• **Work instruction**
Using the listing below, please count the lines that contain the string "overflow". Only the number is wanted.

*** Material provided Section Begins ***

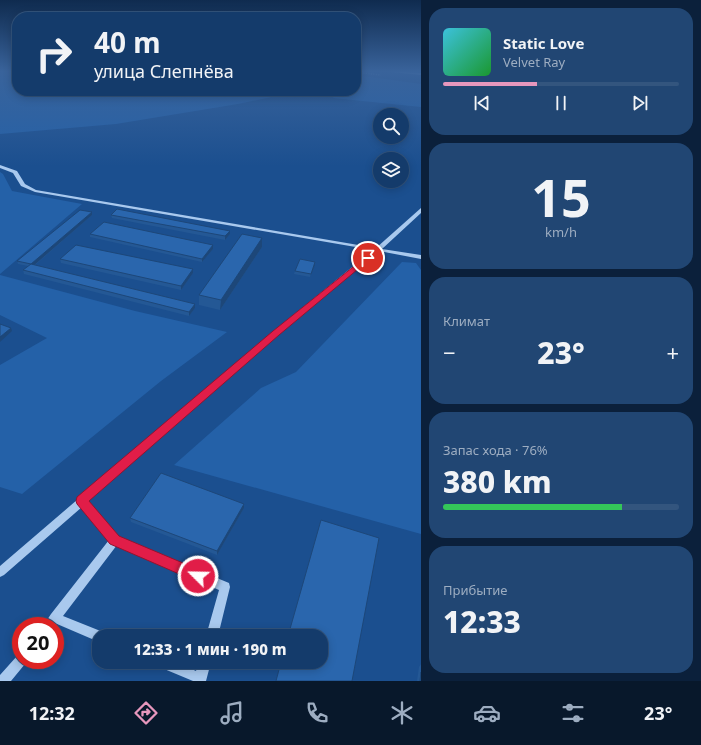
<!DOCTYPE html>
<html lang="ru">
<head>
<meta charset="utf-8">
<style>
  :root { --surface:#143b6b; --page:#214673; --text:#f1f3f6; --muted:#9dadc1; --line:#33557e; --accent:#e797bd }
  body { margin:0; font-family:"Noto Sans",sans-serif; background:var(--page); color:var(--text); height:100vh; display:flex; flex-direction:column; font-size:15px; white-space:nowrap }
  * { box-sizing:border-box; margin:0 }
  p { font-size:13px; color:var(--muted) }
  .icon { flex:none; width:22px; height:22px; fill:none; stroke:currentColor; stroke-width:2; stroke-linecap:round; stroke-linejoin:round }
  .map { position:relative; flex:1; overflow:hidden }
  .side { display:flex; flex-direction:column; gap:8px; padding:8px; background:#0b203b; width:280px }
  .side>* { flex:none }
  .banner { position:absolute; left:12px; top:12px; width:349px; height:84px; border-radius:16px; box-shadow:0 2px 10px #0003,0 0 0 1px var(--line); background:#143b6b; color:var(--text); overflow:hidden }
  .controls { position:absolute; left:373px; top:108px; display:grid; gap:8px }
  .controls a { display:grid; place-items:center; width:36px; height:36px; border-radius:50%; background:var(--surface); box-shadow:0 2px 10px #0003,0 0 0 1px var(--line); font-size:20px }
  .speed { position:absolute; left:12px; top:617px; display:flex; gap:8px; font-size:20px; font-weight:700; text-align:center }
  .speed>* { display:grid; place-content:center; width:52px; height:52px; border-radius:50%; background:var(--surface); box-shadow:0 2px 10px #0003,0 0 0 1px var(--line); line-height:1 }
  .speed .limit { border:6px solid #d22; background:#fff; color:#111 }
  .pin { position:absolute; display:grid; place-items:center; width:34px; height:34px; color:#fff; margin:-17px; border:2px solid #fff; border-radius:50%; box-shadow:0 1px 4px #0007 }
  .me { position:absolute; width:44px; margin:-22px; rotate:293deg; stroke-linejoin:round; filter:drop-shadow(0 0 3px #0008) }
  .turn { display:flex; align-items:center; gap:14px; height:84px; padding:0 16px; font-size:18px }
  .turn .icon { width:52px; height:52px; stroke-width:2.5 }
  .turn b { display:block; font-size:28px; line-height:34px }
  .big { font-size:30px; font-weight:800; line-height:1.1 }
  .side .card { flex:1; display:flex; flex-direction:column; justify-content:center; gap:6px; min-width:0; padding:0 14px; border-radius:16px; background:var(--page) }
  .side .dial { align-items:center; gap:0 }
  .dial b { font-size:52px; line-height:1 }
  .song { display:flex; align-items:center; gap:12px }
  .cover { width:48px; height:48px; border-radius:6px; background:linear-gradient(135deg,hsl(190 70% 55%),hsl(130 70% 35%)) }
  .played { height:4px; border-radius:2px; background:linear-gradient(90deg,var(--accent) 40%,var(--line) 40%) }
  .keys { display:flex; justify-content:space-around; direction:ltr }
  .heat { display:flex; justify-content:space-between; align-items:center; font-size:22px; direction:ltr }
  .charge { height:6px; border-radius:3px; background:linear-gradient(90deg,#34c759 76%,var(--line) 0) }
  .trip { position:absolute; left:92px; top:629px; width:236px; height:40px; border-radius:16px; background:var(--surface); box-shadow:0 2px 10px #0003,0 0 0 1px var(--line); font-weight:800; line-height:40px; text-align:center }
  .tabs { display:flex; height:64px; justify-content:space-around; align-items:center; background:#08182b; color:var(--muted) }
  .tabs .icon { width:28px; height:28px }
  .tabs .active { color:var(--accent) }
  .tabs b { font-size:18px; color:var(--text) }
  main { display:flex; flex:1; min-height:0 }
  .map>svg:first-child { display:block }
  .green { fill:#2461a8 }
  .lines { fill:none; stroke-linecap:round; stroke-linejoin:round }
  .path { stroke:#a9c9ee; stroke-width:1.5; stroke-dasharray:1 1.5; stroke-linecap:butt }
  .minor { fill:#a9c9ee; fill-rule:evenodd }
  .wall { fill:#245895 }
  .shaded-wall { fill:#1d4779 }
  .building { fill:#2a66ad; stroke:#1d4779 }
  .route { fill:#e11d48; stroke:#92132f }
</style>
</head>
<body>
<main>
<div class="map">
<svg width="421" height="681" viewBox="0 0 421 681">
  <rect width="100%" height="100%" fill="#1b4f8f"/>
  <g class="green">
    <path d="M0,71H17V91H277L286,94L238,104L116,124L0,134Z"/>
    <path d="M356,75L421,84V107L333,98L338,91H356Z"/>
    <path d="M0,172L3,174L12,191L82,204L0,274Z"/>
    <path d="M402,262L416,263L421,270V534L174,465L261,388L296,372Z"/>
    <path d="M0,275L135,311L227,332L161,381L22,494L0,487V365L47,338L0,315Z"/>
  </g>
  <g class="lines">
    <path class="path" d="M356,72L381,75"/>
    <g class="minor">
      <path d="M390,71L421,73V75L392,72Z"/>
      <path d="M0,165L17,171L25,184L36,190L376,248L421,208V213L382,249L421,255V259L379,251L278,335L88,501L118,537L229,583L230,587L218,636H206L219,590L117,545L63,616L103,632L105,636H99V642L57,624L55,627V626H43L51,614L109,540L82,507L4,575L0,577V566L274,331L373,250L35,192L21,186L13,173L0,168Z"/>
      <path d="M21,654V660H27L25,664L11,681H0V675L17,656Z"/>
      <path d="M155,662H175L196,671L199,662H211L206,681H193L157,666Z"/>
    </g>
  </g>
  <g class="wall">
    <path d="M92,212V215L35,265L195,304V308L189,316L24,274L23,270L28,266L18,264L17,261Z"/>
    <path d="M111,215L230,234L225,240L112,218Z"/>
    <path d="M90,234L213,245V249L202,262L90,237Z"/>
    <path d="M262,238V247L220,310L199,305V295Z"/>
    <path d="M60,259L193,269V273L181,290L61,263Z"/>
    <path d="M315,262V265L310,277L294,274L295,271Z"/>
    <path d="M244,508L217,555L131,522L130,518Z"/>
    <path d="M421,664V681H417L419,667Z"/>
  </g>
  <g class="shaded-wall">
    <path d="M92,212V215L32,267L31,264Z"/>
    <path d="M230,231V234L225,240V236Z"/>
    <path d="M262,238V247L220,310L221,300Z"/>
    <path d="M213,245V249L202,262V259Z"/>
    <path d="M315,262V265L310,277Z"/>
    <path d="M193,269V273L181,290V286Z"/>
    <path d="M195,304V308L189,316V312Z"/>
    <path d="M11,328L12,331L0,342V337Z"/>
    <path d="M244,504V508L217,555V551Z"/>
  </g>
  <g class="building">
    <path d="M117,209L230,231L225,236L111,215Z"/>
    <path d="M80,210L92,212L31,264L17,261Z"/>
    <path d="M104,222L213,245L202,259L90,234Z"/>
    <path d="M242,234L262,238L221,300L199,295Z"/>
    <path d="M76,245L193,269L181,286L60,259Z"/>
    <path d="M300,259L315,262L311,274L295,271Z"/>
    <path d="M31,264L195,304L189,312L23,270Z"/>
    <path d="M0,324L11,328L0,337Z"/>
    <path d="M161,473L244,504L217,551L130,518Z"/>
    <path d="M321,520L379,538L352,681H276L281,662H321V636H288Z"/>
    <path d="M421,672V681H420Z"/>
  </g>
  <linearGradient id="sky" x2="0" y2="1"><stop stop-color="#0f2b4f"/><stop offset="0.43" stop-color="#39639b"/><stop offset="1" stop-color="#39639b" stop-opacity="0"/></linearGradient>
  <rect width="421" height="166" fill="url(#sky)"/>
  <path class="route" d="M368,255L370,256V259L279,335L89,501L119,536L202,571L204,576L202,580L198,582L193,580L110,544L77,504L76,501L77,497L273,331Z"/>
</svg>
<div class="controls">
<a><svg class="icon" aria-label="search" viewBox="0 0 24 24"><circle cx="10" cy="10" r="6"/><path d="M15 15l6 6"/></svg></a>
<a><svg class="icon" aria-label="layers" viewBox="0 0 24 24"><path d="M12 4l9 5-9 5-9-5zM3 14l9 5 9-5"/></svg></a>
</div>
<div class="speed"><div class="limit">20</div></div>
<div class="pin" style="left:368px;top:258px;background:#d93025"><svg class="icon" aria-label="arrive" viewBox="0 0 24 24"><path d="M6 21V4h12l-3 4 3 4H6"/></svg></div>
<svg class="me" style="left:198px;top:576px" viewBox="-20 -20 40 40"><circle r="17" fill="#e11d48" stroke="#fff" stroke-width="3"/><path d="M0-11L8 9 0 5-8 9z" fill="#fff"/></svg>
<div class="trip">12:33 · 1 мин · 190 m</div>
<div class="banner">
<div class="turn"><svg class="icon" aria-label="right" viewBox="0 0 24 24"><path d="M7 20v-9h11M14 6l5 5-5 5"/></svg><div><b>40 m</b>улица Слепнёва</div></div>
</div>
</div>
<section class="side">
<div class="card">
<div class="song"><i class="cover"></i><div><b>Static Love</b><p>Velvet Ray</p></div></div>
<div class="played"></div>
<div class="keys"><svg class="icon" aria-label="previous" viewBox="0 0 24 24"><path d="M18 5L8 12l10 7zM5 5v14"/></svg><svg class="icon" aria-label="pause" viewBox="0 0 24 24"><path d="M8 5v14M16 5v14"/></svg><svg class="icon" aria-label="next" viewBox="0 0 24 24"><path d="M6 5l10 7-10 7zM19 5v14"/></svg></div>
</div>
<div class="card dial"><b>15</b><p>km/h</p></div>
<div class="card"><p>Климат</p>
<div class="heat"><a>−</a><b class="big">23°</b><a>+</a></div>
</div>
<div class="card"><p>Запас хода · 76%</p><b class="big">380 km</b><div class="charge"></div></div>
<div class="card"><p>Прибытие</p><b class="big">12:33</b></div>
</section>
</main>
<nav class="tabs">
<b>12:32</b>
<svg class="icon active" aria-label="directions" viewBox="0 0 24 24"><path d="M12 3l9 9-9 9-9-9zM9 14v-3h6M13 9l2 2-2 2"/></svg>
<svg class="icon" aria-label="music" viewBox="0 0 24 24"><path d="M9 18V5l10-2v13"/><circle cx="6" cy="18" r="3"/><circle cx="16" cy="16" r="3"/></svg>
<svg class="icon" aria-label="phone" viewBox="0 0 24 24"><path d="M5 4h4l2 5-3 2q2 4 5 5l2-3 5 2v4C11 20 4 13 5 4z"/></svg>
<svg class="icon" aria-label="climate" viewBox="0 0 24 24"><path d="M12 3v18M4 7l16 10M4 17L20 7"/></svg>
<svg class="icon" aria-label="car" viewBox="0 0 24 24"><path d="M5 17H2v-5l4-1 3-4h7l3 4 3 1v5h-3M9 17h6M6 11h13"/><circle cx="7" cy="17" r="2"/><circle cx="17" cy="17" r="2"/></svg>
<svg class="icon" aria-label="filters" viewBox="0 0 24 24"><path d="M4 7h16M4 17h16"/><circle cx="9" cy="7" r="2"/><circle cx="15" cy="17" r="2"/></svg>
<b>23°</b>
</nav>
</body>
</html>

*** Material provided Section Ends ***

• **Exercise answer**
2